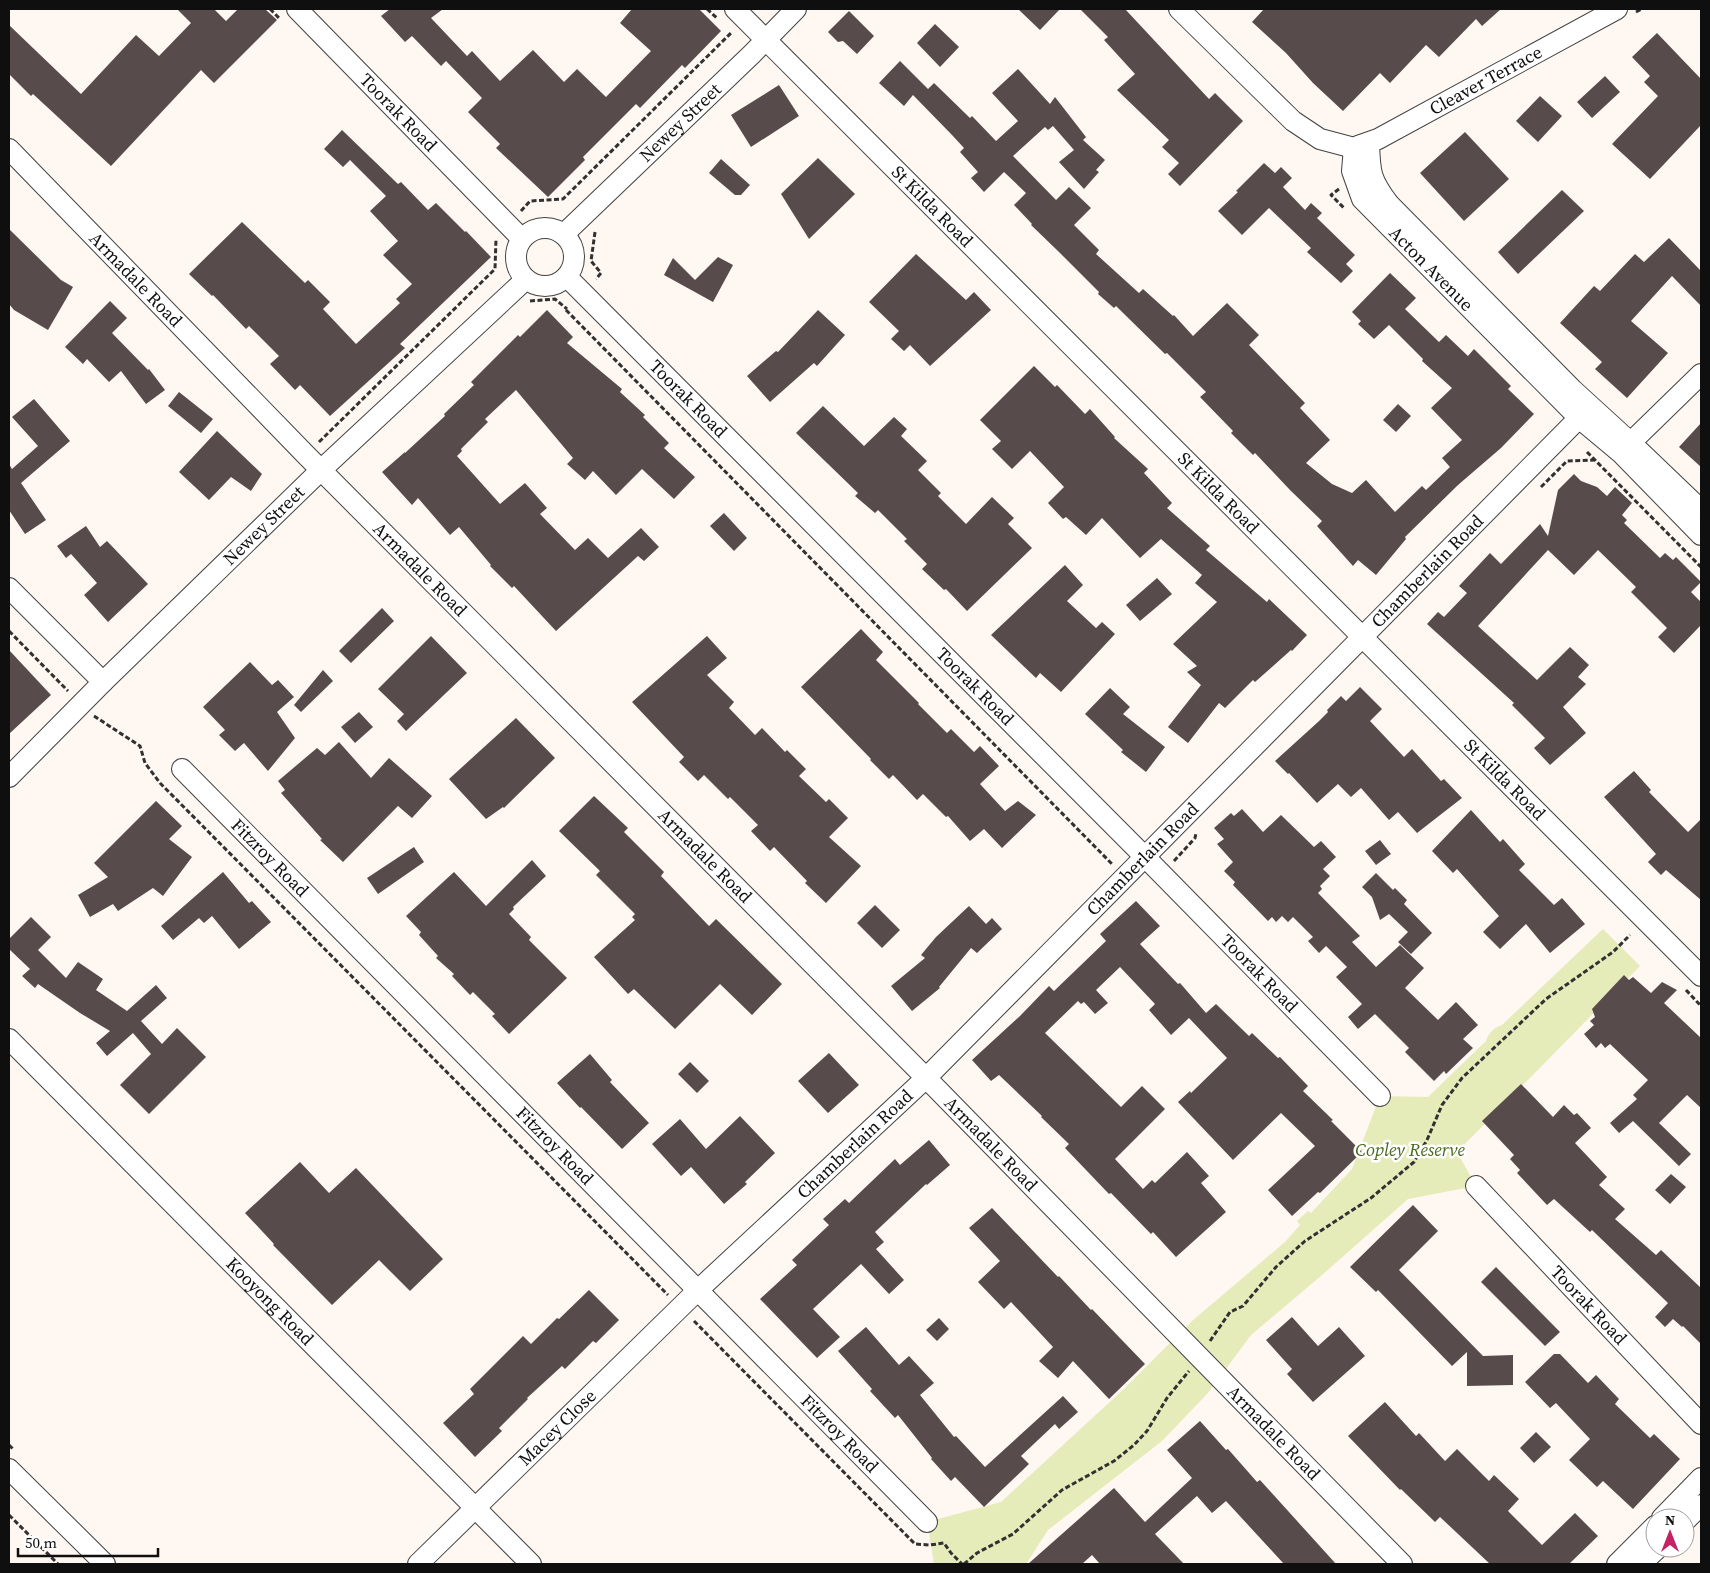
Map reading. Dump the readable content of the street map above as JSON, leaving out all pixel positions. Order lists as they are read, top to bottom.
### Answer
{
  "streets": {
    "street": [
      "Cleaver Terrace",
      "Toorak Road",
      "Newey Street",
      "St Kilda Road",
      "Acton Avenue",
      "Armadale Road",
      "Chamberlain Road",
      "Fitzroy Road",
      "Kooyong Road",
      "Macey Close"
    ]
  },
  "crossings": [
    ["Cleaver Terrace", "Acton Avenue"],
    ["Toorak Road", "Newey Street"],
    ["Toorak Road", "Chamberlain Road"],
    ["Newey Street", "St Kilda Road"],
    ["Newey Street", "Armadale Road"],
    ["St Kilda Road", "Chamberlain Road"],
    ["Acton Avenue", "Chamberlain Road"],
    ["Armadale Road", "Chamberlain Road"],
    ["Chamberlain Road", "Fitzroy Road"],
    ["Chamberlain Road", "Macey Close"],
    ["Fitzroy Road", "Macey Close"],
    ["Kooyong Road", "Macey Close"]
  ],
  "parks": ["Copley Reserve"],
  "scale_bar": "50 m",
  "north": "top"
}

• **TASK STATEMENT**:
Pictures in the entries are to be skipped, and everything else repeated word for word.

• **WRITTEN RESPONSE**:
Map reading. Dump the readable content of the street map above as JSON, leaving out all pixel positions. Order lists as they are read, top to bottom.
### Answer
{
  "streets": {
    "street": [
      "Cleaver Terrace",
      "Toorak Road",
      "Newey Street",
      "St Kilda Road",
      "Acton Avenue",
      "Armadale Road",
      "Chamberlain Road",
      "Fitzroy Road",
      "Kooyong Road",
      "Macey Close"
    ]
  },
  "crossings": [
    ["Cleaver Terrace", "Acton Avenue"],
    ["Toorak Road", "Newey Street"],
    ["Toorak Road", "Chamberlain Road"],
    ["Newey Street", "St Kilda Road"],
    ["Newey Street", "Armadale Road"],
    ["St Kilda Road", "Chamberlain Road"],
    ["Acton Avenue", "Chamberlain Road"],
    ["Armadale Road", "Chamberlain Road"],
    ["Chamberlain Road", "Fitzroy Road"],
    ["Chamberlain Road", "Macey Close"],
    ["Fitzroy Road", "Macey Close"],
    ["Kooyong Road", "Macey Close"]
  ],
  "parks": ["Copley Reserve"],
  "scale_bar": "50 m",
  "north": "top"
}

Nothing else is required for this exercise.